Por ello hay que aprovechar cuando la gente está en el trabajo (quien lo tenga), comiendo o reposando, para caminar tranquílamente por los bulevares alfombrados de hojas secas. Son intervalos muy cortos en los que la ciudad se despeja y se libera un poquito del ruido.
Paraguas en mano voy observando mientras camino despacio por el Paseo del Prado. Es curioso, mi hija tiene razón, si uno se fija no encuentra un rostro igual, ni una silueta parecida, unos delgados, otros más rellenitos, aquel que cojea apoyado en la muleta por el último esguince, o se ayuda de su viejo bastón después de contar varias décadas. En el banco alguien lee el periódico murmurando entre dientes y más allá un jovencito ensordecido por el volumen de los auriculares, camina como un zombi al ritmo de la música.
Me gusta observar a las personas con plena libertad, a pesar de los problemas, a pesar de las complicaciones. ¿Es justa la vida?, creo que no, cuesta mucho cumplir una meta y algunos ni siquiera tienen la oportunidad de intentarlo.
Comienza a llover, toca refugiarse y entrar en un café. Me encantan los viejo cafés en otoño, con la lluvia huelen a refugio, a fuego de chimenea, resultan acogedores. Hay una mesita redonda junto a la ventana, los cristales mojados apenas dejan ver la calle y me gusta ver las formas que hacen las gotas de lluvia cuando resbalan, tendría que pegar la nariz como cualquier niño y dibujar caritas en el vaho, pero no me atrevo.
-"Un descafeinado con leche, por favor, y sin espuma".
Seguro que alguno de vosotros me entiende, la espuma en el café le da un aspecto cremoso, pero café, lo que se dice café, hay muy poco.
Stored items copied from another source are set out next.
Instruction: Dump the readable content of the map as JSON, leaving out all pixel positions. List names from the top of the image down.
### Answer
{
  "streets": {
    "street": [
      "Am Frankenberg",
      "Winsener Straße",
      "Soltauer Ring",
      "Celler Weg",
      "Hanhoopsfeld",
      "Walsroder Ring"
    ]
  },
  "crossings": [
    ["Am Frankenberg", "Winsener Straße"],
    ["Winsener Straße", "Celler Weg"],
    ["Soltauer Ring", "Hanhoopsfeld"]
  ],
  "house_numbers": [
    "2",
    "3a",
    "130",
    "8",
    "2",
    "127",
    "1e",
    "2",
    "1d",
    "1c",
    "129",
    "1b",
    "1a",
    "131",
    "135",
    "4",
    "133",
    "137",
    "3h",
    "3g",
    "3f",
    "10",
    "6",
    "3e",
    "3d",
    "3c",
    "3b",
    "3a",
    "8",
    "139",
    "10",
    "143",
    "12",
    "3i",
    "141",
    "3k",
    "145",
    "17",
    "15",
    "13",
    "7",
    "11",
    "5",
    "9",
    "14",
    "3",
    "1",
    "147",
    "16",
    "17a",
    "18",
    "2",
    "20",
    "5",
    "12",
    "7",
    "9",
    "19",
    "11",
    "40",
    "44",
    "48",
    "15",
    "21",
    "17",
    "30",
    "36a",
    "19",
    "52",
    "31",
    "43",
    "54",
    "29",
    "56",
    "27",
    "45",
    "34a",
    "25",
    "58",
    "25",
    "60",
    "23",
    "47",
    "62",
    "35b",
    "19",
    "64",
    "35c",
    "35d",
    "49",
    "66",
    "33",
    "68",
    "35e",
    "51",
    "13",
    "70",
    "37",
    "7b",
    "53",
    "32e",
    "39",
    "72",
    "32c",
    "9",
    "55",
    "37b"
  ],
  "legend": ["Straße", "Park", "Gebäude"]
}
Lo que más me gusta de la lluvia, es oir esas gotas cuando caen. En general, se les compara con lágrimas, porque parece que el cielo llora, pero no, el cielo no llora; lo que hace es contar millones de historias, todas esas que vivió en los meses abiertos al azul del cielo y las estrellas. Y los únicos que se detienen a oirlas son los pájaros, los gorriones, las golondrinas exiliadas, los árboles y los elementos de la ciudad. Todos aprendieron a prestar atención a los "cuentos, cantos y tambores" de las nubes. Las gentes no. Las gentes caminan, buscan, se encorvan, corren y una vez en "lugar seguro" observan y se reprochan a sí mismos que se han olvidado el paraguas y se sienten incómodos.
Aprender a oir a la lluvia es aprender a oírse a sí mismo. La naturaleza no te pide permiso para contarte cosas. Bastan las miradas, la respiración, las manos cansadas. Basta con ser como la lluvia para refrescar las ganas de vivir.